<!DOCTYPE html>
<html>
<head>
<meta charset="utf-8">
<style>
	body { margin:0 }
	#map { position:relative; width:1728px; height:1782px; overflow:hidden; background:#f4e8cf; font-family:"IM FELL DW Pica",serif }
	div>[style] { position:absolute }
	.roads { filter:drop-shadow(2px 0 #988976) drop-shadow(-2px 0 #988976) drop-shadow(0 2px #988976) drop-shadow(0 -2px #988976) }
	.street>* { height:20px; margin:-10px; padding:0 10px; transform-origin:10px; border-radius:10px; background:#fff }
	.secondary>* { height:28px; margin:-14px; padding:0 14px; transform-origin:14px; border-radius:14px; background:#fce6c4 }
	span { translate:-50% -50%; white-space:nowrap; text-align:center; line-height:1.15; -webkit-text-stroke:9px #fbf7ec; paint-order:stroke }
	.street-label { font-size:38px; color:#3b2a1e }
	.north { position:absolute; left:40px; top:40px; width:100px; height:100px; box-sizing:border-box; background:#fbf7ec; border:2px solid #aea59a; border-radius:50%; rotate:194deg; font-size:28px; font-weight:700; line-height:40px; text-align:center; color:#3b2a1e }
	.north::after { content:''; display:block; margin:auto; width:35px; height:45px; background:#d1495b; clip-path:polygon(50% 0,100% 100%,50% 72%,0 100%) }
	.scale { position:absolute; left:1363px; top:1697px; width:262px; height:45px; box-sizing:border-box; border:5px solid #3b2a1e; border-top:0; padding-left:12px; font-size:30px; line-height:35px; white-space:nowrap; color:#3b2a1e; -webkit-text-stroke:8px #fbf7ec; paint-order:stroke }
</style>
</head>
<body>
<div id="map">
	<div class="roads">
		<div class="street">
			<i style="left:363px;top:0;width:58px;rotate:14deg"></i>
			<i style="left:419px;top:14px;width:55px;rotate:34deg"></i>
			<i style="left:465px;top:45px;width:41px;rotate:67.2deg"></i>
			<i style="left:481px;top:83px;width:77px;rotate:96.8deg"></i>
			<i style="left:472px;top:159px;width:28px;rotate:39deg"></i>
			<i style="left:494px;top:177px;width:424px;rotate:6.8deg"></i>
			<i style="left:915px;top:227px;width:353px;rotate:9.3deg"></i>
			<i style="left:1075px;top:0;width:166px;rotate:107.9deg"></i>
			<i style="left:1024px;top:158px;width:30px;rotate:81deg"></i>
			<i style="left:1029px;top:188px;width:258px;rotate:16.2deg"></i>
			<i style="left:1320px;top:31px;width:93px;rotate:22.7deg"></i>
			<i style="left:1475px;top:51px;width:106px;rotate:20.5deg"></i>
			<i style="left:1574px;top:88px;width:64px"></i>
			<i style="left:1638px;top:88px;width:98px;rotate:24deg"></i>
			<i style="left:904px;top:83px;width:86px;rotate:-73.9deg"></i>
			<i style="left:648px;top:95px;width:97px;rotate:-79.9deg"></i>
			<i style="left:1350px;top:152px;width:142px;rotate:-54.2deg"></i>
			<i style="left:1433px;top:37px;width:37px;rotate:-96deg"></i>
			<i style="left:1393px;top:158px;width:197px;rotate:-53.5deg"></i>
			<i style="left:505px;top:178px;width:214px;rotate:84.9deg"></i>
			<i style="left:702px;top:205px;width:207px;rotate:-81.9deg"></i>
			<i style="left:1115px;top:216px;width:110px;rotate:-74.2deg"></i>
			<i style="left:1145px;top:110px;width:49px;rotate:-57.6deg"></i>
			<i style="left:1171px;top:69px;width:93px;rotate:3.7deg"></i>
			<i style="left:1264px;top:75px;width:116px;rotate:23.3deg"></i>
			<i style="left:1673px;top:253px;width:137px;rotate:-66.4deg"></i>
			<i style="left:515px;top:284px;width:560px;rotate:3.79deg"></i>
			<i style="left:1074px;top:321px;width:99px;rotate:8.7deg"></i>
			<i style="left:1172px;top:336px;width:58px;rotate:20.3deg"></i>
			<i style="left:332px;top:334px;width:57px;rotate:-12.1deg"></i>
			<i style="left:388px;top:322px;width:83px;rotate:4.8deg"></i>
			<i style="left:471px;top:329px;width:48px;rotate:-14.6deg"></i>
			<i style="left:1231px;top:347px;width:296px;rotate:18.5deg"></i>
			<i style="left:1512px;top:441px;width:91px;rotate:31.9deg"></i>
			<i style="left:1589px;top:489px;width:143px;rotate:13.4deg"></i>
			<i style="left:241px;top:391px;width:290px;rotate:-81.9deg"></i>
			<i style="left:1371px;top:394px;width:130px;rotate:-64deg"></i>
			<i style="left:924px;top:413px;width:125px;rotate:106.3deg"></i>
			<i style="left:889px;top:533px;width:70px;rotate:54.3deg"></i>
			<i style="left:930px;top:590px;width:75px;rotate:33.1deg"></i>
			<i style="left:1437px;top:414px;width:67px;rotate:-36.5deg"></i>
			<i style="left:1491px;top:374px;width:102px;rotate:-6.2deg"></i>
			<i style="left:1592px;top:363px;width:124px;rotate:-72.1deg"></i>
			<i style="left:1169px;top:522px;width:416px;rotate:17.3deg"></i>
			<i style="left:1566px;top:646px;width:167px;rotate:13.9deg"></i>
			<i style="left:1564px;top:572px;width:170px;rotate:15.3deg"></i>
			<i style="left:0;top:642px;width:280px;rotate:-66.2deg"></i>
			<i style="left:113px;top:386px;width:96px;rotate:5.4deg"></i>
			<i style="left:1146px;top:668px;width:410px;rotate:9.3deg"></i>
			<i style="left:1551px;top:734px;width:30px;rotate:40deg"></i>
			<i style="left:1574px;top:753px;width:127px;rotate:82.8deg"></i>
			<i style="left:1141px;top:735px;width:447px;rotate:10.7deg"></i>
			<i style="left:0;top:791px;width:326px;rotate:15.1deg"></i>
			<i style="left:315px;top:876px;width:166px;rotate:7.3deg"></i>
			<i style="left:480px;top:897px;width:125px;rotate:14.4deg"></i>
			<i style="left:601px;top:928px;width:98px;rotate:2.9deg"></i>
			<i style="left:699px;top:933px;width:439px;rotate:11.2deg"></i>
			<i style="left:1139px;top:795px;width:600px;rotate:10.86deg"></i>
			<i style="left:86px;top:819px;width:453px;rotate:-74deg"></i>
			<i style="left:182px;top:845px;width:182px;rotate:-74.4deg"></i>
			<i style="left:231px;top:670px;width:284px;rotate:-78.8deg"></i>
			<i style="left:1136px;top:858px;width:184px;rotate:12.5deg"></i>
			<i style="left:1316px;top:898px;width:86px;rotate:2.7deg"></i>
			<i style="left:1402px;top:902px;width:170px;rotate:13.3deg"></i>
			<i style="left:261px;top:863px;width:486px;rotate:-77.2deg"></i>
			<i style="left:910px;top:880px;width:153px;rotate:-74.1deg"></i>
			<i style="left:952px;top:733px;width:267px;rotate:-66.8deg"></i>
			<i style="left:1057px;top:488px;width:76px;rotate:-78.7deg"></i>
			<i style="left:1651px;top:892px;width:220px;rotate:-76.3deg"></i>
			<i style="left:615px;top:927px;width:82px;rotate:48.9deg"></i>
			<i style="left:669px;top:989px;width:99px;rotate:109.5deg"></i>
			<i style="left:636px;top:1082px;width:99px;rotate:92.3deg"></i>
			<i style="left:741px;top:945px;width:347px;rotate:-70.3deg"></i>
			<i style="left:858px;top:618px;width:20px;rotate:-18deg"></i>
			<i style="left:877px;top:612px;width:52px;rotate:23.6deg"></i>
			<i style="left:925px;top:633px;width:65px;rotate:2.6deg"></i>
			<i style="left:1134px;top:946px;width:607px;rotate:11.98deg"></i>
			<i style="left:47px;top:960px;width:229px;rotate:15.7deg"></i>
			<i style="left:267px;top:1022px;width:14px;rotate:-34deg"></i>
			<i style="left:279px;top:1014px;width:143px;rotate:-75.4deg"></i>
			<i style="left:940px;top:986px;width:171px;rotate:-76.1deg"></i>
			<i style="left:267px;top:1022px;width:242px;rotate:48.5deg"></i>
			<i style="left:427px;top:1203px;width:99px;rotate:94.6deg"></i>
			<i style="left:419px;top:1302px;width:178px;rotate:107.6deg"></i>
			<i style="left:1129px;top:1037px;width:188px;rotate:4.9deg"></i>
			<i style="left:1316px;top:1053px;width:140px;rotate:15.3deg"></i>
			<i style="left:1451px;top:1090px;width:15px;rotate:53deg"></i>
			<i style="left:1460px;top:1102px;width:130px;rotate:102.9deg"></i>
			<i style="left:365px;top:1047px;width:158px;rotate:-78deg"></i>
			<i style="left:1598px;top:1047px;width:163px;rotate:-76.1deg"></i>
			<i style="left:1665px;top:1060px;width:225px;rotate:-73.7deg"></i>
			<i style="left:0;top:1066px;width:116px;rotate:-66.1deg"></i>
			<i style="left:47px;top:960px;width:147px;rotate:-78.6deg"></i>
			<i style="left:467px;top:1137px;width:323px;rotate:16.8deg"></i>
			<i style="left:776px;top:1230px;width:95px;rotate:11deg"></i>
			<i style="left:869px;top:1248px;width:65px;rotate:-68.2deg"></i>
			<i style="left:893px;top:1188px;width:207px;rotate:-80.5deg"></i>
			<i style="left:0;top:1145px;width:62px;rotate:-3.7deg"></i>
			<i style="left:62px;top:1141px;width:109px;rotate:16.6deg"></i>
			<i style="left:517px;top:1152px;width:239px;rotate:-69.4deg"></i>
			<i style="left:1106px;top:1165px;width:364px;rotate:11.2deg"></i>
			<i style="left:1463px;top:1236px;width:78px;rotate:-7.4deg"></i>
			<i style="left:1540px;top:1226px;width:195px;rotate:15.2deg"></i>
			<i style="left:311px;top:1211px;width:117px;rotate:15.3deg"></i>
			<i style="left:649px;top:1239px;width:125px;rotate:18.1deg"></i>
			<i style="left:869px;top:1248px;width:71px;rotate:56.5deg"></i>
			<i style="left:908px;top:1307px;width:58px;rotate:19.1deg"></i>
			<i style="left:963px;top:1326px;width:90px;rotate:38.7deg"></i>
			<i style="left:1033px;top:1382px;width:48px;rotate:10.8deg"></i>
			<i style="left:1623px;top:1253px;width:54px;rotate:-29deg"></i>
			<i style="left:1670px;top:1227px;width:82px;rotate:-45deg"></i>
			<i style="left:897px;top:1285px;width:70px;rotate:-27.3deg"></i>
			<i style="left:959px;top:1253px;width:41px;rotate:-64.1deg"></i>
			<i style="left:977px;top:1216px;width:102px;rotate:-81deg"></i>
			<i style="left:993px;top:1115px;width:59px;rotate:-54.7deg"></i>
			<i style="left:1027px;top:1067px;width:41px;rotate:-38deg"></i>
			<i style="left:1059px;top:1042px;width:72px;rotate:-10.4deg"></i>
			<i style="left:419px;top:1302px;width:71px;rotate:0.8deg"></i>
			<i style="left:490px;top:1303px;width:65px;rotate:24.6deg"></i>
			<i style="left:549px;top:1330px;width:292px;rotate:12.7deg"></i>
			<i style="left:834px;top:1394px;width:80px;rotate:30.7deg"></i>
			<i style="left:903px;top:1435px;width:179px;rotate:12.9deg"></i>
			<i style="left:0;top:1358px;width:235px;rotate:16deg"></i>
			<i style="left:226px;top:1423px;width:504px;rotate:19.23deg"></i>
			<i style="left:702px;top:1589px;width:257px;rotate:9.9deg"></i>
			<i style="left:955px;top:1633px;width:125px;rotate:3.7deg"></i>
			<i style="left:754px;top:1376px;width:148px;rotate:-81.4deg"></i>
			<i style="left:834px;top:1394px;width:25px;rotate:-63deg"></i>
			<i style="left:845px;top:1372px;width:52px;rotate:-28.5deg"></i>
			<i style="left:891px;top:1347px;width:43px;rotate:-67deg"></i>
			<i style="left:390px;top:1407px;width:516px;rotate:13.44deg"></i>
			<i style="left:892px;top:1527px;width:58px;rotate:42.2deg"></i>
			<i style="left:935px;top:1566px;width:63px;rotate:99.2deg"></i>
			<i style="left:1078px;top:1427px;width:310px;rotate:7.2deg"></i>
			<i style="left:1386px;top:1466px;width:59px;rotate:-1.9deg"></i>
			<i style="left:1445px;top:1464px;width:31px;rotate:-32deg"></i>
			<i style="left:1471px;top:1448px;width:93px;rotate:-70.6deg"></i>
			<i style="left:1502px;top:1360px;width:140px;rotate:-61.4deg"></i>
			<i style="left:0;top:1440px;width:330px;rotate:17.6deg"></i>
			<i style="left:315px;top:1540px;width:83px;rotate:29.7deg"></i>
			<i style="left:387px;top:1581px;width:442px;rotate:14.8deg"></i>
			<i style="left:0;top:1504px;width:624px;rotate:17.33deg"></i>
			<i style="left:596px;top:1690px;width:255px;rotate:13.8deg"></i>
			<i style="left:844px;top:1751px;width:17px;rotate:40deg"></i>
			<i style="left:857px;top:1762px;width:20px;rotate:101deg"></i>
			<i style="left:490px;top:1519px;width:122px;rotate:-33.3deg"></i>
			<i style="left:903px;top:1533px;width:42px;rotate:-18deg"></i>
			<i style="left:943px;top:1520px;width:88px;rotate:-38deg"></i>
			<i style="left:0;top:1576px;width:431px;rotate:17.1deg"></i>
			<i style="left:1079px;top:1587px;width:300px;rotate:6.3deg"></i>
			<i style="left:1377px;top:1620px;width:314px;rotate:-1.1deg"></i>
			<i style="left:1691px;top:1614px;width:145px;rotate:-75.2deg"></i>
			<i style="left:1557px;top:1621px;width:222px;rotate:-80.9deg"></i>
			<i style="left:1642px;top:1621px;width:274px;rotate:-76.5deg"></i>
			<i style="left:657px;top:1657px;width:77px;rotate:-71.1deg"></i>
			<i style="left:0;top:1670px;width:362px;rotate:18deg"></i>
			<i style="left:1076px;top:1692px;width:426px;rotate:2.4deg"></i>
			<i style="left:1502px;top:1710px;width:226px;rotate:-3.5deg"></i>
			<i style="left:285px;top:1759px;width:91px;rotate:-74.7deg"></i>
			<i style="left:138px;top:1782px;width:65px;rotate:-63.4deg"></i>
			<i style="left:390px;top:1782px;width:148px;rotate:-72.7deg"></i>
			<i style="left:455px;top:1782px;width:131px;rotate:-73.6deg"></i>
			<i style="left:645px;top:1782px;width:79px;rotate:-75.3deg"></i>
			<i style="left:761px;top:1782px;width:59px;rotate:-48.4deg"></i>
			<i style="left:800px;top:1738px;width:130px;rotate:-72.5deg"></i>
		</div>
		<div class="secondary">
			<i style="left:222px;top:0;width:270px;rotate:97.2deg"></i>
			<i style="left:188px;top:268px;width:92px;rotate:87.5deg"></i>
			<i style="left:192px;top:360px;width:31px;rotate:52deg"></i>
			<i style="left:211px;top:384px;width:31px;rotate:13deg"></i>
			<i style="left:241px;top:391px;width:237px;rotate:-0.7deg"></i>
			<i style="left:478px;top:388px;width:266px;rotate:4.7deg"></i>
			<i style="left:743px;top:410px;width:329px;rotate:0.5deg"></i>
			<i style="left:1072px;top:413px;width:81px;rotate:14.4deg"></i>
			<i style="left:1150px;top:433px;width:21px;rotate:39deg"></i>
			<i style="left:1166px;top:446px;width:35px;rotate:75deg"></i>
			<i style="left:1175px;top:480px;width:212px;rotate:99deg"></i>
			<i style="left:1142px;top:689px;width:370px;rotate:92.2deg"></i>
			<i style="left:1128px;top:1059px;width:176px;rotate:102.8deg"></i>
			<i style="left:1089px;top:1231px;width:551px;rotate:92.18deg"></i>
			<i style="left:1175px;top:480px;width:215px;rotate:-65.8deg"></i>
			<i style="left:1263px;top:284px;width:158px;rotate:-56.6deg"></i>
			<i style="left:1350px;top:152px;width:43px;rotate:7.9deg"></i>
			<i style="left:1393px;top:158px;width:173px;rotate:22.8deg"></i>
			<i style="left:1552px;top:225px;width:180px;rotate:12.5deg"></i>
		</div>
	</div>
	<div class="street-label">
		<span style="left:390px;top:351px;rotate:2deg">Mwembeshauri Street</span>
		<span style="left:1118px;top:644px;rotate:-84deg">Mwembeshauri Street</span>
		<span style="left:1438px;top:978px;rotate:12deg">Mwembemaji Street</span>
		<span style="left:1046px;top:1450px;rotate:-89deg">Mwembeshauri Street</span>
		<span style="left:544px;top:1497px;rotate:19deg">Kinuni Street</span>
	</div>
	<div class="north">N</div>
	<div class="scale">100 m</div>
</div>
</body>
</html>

■ ■ ■ ■ ■

YOUR ASSIGNMENT:
Each line of the records, from the opening one through the line holding "position:relative; width:1728px; height:1782px;", should be restated word for word, with nothing else in the answer.

SOLUTION:
<!DOCTYPE html>
<html>
<head>
<meta charset="utf-8">
<style>
	body { margin:0 }
	#map { position:relative; width:1728px; height:1782px; overflow:hidden; background:#f4e8cf; font-family:"IM FELL DW Pica",serif }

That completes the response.